ABOUT THIS TASK:
Copy each line containing the word "Bermuda" from the records that follow, please.

>>

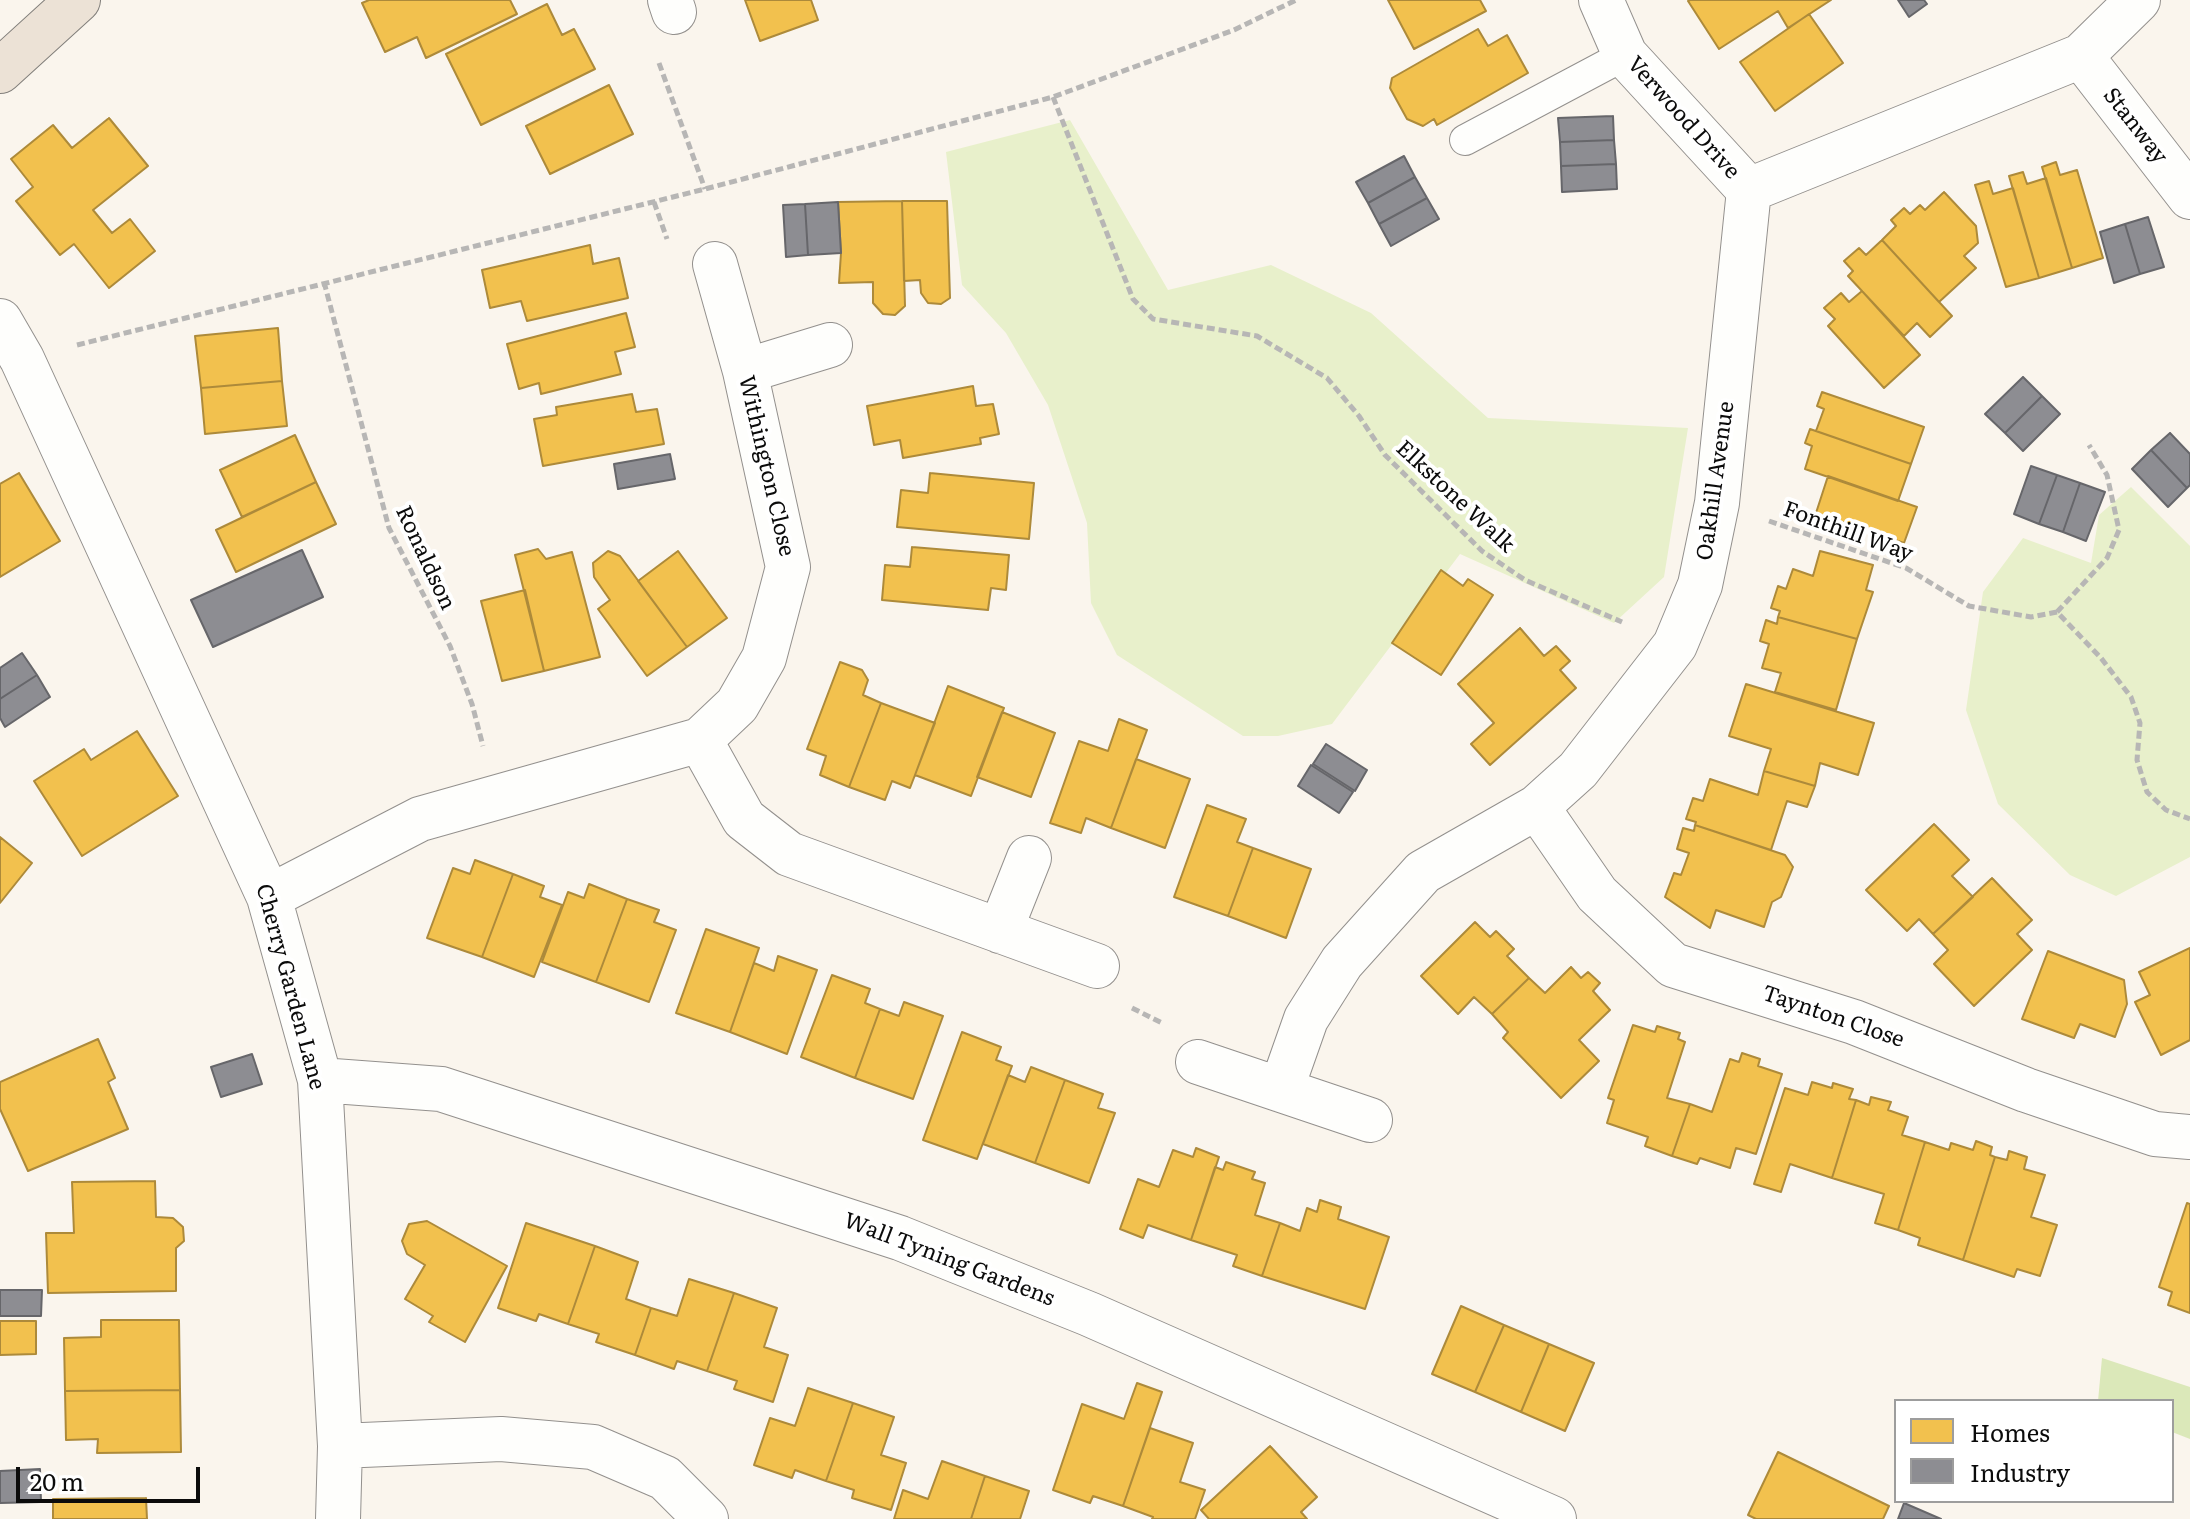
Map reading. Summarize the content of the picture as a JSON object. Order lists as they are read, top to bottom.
{
  "streets": {
    "street": [
      "Verwood Drive",
      "Stanway",
      "Withington Close",
      "Oakhill Avenue",
      "Cherry Garden Lane",
      "Taynton Close",
      "Wall Tyning Gardens"
    ],
    "path": ["Elkstone Walk", "Fonthill Way", "Ronaldson"]
  },
  "crossings": [
    ["Verwood Drive", "Oakhill Avenue"],
    ["Withington Close", "Ronaldson"],
    ["Withington Close", "Cherry Garden Lane"],
    ["Oakhill Avenue", "Elkstone Walk"],
    ["Oakhill Avenue", "Fonthill Way"],
    ["Oakhill Avenue", "Taynton Close"],
    ["Cherry Garden Lane", "Wall Tyning Gardens"]
  ],
  "legend": ["Homes", "Industry"],
  "scale_bar": "20 m"
}
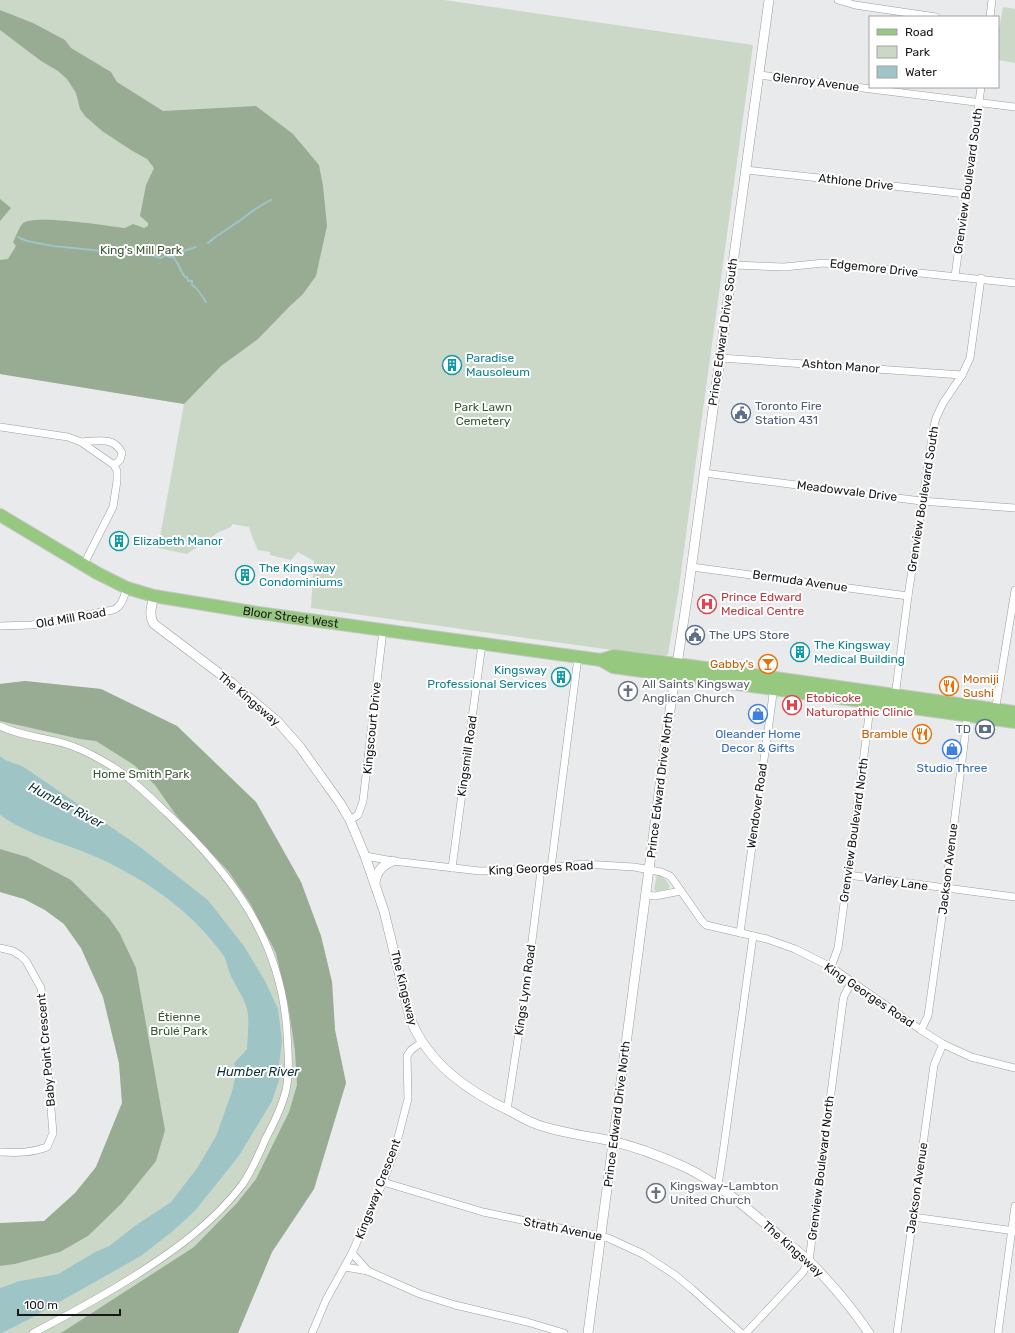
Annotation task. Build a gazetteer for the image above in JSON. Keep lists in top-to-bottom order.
{
  "streets": {
    "main road": ["Bloor Street West"],
    "street": [
      "Glenroy Avenue",
      "Grenview Boulevard South",
      "Athlone Drive",
      "Edgemore Drive",
      "Prince Edward Drive South",
      "Ashton Manor",
      "Meadowvale Drive",
      "Bermuda Avenue",
      "Old Mill Road",
      "The Kingsway",
      "Kingscourt Drive",
      "Kingsmill Road",
      "Prince Edward Drive North",
      "Wendover Road",
      "Grenview Boulevard North",
      "King Georges Road",
      "Jackson Avenue",
      "Varley Lane",
      "Kings Lynn Road",
      "Baby Point Crescent",
      "Kingsway Crescent",
      "Strath Avenue"
    ]
  },
  "crossings": [
    ["Glenroy Avenue", "Grenview Boulevard South"],
    ["Glenroy Avenue", "Prince Edward Drive South"],
    ["Grenview Boulevard South", "Athlone Drive"],
    ["Grenview Boulevard South", "Edgemore Drive"],
    ["Grenview Boulevard South", "Ashton Manor"],
    ["Grenview Boulevard South", "Meadowvale Drive"],
    ["Grenview Boulevard South", "Bermuda Avenue"],
    ["Grenview Boulevard South", "Bloor Street West"],
    ["Athlone Drive", "Prince Edward Drive South"],
    ["Edgemore Drive", "Prince Edward Drive South"],
    ["Prince Edward Drive South", "Ashton Manor"],
    ["Prince Edward Drive South", "Meadowvale Drive"],
    ["Prince Edward Drive South", "Bermuda Avenue"],
    ["Prince Edward Drive South", "Bloor Street West"],
    ["Prince Edward Drive South", "Prince Edward Drive North"],
    ["Bloor Street West", "Old Mill Road"],
    ["Bloor Street West", "The Kingsway"],
    ["Bloor Street West", "Kingscourt Drive"],
    ["Bloor Street West", "Kingsmill Road"],
    ["Bloor Street West", "Prince Edward Drive North"],
    ["Bloor Street West", "Wendover Road"],
    ["Bloor Street West", "Grenview Boulevard North"],
    ["Bloor Street West", "Jackson Avenue"],
    ["The Kingsway", "Kingscourt Drive"],
    ["The Kingsway", "Prince Edward Drive North"],
    ["The Kingsway", "Grenview Boulevard North"],
    ["The Kingsway", "King Georges Road"],
    ["The Kingsway", "Kings Lynn Road"],
    ["The Kingsway", "Kingsway Crescent"],
    ["Kingsmill Road", "King Georges Road"],
    ["Prince Edward Drive North", "King Georges Road"],
    ["Prince Edward Drive North", "Strath Avenue"],
    ["Wendover Road", "King Georges Road"],
    ["Grenview Boulevard North", "King Georges Road"],
    ["Grenview Boulevard North", "Varley Lane"],
    ["King Georges Road", "Jackson Avenue"],
    ["King Georges Road", "Kings Lynn Road"],
    ["Jackson Avenue", "Varley Lane"],
    ["Kingsway Crescent", "Strath Avenue"]
  ],
  "water": ["Humber River"],
  "parks": [
    "King's Mill Park",
    "Park Lawn Cemetery",
    "Home Smith Park",
    "Étienne Brûlé Park"
  ],
  "places": {
    "building": [
      "Paradise Mausoleum",
      "Elizabeth Manor",
      "The Kingsway Condominiums",
      "The Kingsway Medical Building",
      "Kingsway Professional Services"
    ],
    "public building": ["Toronto Fire Station 431", "The UPS Store"],
    "hospital": ["Prince Edward Medical Centre", "Etobicoke Naturopathic Clinic"],
    "bar": ["Gabby's"],
    "restaurant": ["Momiji Sushi", "Bramble"],
    "church": ["All Saints Kingsway Anglican Church", "Kingsway-Lambton United Church"],
    "shop": ["Oleander Home Decor & Gifts", "Studio Three"],
    "bank": ["TD"]
  },
  "legend": ["Road", "Park", "Water"],
  "scale_bar": "100 m"
}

<<

RESULT BELOW:
      "Bermuda Avenue",
    ["Grenview Boulevard South", "Bermuda Avenue"],
    ["Prince Edward Drive South", "Bermuda Avenue"],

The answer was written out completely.